10114. And if there be anything left of the flesh of fillings and of the bread unto the morning. That this signifies spiritual and celestial goods which have not been conjoined for a new state, is evident from the signification of what was "left of the flesh and of the bread," as being that which had not been appropriated; for by "eating" is signified to be appropriated (see n. 10109), thus by that which was not eaten is signified what was not appropriated; from the signification of "flesh," as being good (n. 7850, 9127); from the signification of "fillings," as being receptivity (n. 10076, 10110, hence by "the flesh of fillings" is signified the reception of truth in good, consequently their conjunction, but in this case non-reception and non-conjunction, because what was left of the flesh is meant); from the signification of "bread," as being celestial good, which is inmost good (n. 10077); and from the signification of "morning," as being a new state (n. 8211, 8427). From all this it is evident that by "what was left of the flesh of fillings and of the bread until the morning," are signified spiritual and celestial goods which were not conjoined for a new state. For by "the flesh of the sacrifice" is signified spiritual good, which is the good of charity toward the neighbor; and by the "bread of the sacrifice" is signified celestial good, which is the good of love to the Lord.
 What is further meant by not being conjoined for a new state, must be told in a few words. A new state is every state of the conjunction of good and truth which exists when the man who is being regenerated acts from good, thus from the affection which is of love, and not as before from truth, or from mere obedience. There is also a new state when they who are in heaven are in the good of love, which state is there called morning, for the states of love and of faith vary there, like noon, evening, twilight, and morning on earth. And there is also a new state when an old church is ceasing, and a new one is beginning. All these new states in the Word are signified by "morning," and each of them has been described in the explications of Genesis and Exodus throughout. The like things are signified by the law that nothing should be left of the flesh of the passover until the morning, and that the residue of it should be burned with fire (Exod. 12:10); also by the law that the fat of the feast should not be kept all night until the morning (Exod. 23:18).

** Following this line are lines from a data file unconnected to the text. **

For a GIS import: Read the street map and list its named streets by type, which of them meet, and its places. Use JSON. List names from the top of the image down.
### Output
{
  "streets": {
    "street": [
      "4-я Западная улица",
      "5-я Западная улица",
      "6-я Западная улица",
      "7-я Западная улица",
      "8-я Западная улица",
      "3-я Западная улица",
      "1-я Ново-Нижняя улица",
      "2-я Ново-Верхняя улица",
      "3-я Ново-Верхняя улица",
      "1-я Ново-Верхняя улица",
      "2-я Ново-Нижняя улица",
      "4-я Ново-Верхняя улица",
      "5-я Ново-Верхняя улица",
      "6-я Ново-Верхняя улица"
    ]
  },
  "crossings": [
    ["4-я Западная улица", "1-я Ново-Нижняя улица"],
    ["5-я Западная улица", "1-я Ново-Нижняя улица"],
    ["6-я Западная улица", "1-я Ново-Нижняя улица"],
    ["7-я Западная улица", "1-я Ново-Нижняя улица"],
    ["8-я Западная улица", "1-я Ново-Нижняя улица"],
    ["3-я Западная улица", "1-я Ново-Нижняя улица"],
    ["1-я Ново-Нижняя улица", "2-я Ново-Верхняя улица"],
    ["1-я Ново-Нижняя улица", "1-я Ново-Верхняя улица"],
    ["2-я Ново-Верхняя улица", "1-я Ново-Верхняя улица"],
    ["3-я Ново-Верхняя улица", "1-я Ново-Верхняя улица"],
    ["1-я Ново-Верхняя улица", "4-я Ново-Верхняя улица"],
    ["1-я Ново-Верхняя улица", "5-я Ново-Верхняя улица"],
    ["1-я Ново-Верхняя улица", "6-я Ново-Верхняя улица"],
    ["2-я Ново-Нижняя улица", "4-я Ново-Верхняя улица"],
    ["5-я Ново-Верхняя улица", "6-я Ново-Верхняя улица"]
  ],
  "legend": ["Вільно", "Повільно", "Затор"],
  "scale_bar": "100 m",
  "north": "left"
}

 Like things are also signified by the law that the residue of the flesh of the eucharistic sacrifice should be eaten also on the following day, but should be burned on the third day (Lev. 7:16-18; 19:6, 7); by the "third day" is also signified a new state (n. 4901, 5123, 5159). This was so granted because the eucharistic sacrifices were votive and voluntary sacrifices, not so much for the sake of purification and sanctification as the rest; but that they might eat together in the holy place, and testify joy of heart from Divine worship; and these banquets, which they called holy, gave them more gladness than all other worship. Similar things are also signified by the law respecting the manna, that they should not leave anything of it until the morning, of which it is thus written in Moses:
Moses said, Let no man leave of the manna till the morning. But they did not obey Moses; for they made a residue of it until the morning, and it bred worms and became putrid (Exod. 16:19, 20).